JAYAPURA, KOMPAS —Penyerangan kelompok kriminal bersenjata terhadap aparat keamanan yang terus berulang di Papua harus menjadi perhatian serius para elite lokal. Elite di daerah memegang peranan kunci untuk mengupayakan perdamaian di Papua.
Pelaksana Tugas Kepala Sekretariat Perwakilan Komisi Nasional Hak Asasi Manusia Wilayah Papua Frits Ramandey menyampaikan hal itu saat dihubungi pada Kamis (21/3/2019). Frits menanggapi terulangnya kembali kasus penembakan oleh kelompok kriminal bersenjata (KKB) terhadap aparat keamanan di Distrik Mugi, Kabupaten Nduga, Rabu (20/3).
Dalam peristiwa itu, anggota Brigade Mobil Polri Bhayangkara Dua Aldy gugur. Dua rekannya, Inspektur Dua Arif Rahman dan Bhayangkara Dua Ravi Kurniawan, terluka. Ketiga korban ditembak KKB yang dipimpin Egianus Kogoya dari perbukitan saat mengamankan distribusi logistik makanan yang dibawa dengan helikopter di Lapangan Terbang Mugi, Rabu pukul 07.30 WIT.

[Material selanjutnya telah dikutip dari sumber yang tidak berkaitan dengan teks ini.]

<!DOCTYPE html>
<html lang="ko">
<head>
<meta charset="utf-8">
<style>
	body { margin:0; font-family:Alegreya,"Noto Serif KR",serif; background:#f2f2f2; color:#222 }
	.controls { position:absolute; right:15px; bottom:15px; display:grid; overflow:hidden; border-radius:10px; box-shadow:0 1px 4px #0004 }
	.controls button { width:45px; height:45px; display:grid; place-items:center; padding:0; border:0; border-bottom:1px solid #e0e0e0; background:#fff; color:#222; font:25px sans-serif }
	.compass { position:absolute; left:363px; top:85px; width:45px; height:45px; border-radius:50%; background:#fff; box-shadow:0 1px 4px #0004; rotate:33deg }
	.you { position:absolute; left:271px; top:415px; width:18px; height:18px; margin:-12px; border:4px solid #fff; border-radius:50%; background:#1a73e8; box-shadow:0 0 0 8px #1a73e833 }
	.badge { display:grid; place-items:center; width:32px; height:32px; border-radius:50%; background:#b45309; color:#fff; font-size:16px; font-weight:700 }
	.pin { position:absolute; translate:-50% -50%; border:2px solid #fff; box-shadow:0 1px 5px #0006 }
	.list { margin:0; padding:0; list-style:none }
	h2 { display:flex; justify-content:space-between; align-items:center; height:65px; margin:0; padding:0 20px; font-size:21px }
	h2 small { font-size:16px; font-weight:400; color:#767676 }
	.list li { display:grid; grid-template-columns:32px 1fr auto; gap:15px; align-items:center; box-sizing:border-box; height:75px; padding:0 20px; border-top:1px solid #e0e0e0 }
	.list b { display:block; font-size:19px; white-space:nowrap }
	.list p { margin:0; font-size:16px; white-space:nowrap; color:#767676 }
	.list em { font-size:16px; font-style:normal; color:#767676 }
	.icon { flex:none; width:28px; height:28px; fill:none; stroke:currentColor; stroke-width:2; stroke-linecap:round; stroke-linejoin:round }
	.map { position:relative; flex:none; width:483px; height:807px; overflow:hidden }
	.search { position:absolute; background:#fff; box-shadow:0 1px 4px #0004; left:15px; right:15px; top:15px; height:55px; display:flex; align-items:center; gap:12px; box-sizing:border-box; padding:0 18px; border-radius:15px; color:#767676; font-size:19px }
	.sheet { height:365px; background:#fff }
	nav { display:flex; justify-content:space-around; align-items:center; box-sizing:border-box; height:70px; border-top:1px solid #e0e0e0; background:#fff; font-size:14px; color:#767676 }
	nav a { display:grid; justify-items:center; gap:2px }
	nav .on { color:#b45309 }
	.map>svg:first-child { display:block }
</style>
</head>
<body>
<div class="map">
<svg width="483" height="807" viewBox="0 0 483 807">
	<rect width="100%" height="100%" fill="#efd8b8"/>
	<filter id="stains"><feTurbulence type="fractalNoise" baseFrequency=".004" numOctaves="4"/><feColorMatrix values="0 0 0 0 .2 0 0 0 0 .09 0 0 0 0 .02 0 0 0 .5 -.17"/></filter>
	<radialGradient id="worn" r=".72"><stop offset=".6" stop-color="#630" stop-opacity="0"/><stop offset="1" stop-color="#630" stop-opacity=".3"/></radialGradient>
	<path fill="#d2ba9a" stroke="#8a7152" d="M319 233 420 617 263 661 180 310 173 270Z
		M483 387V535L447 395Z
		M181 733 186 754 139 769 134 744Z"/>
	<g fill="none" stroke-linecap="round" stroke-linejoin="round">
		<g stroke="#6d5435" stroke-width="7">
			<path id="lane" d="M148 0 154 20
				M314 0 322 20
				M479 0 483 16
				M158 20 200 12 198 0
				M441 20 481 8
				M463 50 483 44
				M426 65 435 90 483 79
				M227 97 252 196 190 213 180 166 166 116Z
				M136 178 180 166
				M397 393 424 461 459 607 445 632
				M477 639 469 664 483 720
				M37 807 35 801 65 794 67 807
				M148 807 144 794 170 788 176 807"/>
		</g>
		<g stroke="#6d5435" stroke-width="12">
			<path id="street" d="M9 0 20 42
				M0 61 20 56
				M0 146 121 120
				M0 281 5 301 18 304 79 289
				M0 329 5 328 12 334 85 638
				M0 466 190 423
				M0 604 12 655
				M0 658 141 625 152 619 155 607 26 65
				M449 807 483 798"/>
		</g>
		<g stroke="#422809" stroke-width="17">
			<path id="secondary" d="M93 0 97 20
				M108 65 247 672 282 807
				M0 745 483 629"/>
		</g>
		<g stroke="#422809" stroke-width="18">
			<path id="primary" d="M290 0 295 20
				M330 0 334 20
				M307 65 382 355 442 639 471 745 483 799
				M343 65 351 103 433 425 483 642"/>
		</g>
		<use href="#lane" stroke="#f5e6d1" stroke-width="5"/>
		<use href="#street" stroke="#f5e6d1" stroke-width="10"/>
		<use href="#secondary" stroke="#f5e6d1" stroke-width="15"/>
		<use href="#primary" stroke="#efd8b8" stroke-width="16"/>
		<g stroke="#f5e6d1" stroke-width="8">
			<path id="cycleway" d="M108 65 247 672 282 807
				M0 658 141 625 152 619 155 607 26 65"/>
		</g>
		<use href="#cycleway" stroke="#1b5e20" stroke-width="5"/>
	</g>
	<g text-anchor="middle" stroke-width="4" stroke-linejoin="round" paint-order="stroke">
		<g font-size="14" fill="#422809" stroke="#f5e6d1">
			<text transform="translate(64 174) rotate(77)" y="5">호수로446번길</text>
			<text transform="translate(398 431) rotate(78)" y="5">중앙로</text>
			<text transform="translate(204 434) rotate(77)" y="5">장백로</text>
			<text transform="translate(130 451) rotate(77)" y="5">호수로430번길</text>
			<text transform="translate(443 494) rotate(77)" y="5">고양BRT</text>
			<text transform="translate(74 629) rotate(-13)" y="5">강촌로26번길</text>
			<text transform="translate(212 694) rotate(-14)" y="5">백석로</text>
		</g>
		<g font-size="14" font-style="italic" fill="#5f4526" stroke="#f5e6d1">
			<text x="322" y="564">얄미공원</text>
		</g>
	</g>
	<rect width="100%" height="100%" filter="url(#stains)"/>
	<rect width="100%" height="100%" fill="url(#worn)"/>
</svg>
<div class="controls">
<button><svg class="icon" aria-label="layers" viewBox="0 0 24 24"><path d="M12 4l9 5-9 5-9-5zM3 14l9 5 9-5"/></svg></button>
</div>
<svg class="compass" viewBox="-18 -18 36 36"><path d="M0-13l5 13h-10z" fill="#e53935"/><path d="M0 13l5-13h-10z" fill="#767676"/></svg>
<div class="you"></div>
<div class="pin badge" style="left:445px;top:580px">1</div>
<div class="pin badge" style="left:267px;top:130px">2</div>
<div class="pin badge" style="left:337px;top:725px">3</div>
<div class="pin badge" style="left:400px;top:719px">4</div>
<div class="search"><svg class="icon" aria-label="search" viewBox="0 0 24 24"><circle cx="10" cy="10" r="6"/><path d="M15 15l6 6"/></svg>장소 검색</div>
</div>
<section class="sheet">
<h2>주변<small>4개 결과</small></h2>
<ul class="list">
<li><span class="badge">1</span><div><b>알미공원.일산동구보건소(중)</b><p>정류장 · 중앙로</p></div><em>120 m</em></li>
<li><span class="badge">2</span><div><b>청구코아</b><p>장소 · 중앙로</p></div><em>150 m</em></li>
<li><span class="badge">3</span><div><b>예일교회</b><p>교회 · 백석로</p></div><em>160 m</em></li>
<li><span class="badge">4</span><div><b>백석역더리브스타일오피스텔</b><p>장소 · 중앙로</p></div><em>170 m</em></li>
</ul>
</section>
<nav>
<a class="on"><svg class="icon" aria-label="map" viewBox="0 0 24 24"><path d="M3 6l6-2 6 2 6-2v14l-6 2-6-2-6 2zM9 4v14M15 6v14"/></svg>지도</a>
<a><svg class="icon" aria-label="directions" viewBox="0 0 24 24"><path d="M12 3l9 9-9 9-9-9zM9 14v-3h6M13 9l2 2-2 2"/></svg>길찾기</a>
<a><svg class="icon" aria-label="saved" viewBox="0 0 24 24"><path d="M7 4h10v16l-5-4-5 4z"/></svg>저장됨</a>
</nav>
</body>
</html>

”Ini lama dibiarkan oleh otoritas sipil. Dibiarkan berlarut-larut head to head antara aparat keamanan dan kelompok sipil bersenjata. Kelompok bersenjata itu hanya bisa dikendalikan otoritas sipil setempat, seperti bupati. Bupati tahu, pelaku ini siapa dan tinggal di mana,” kata Frits.
Menurut dia, otoritas sipil setempat memiliki hubungan secara adat dan budaya dengan para anggota kelompok tersebut. Dalam kosmologi budaya setempat, ada struktur dalam lembaga adat yang bisa diminta untuk menekan KKB agar menghentikan aksi tersebut. Kepala daerah seharusnya dapat melakukan hal tersebut.
Berdasarkan catatan Kompas, sepanjang 2018 hingga 20 Maret 2019, KKB terlibat dalam 34 kasus penembakan. Akibatnya, jumlah korban meninggal dari pihak sipil 23 orang dan dari TNI/Polri 13 orang.
Kepala Penerangan Komando Daerah Militer XVII/Cenderawasih Kolonel (Inf) M Aidi, sehari sebelumnya, mengatakan, dibutuhkan dukungan dari semua pihak untuk menumpas KKB.
Sementara Kepala Humas Polda Papua Komisaris Besar Ahmad Mustofa Kamal mengatakan, pengamanan pemilu di daerah rawan teror akan diperketat. (FLO/FRN)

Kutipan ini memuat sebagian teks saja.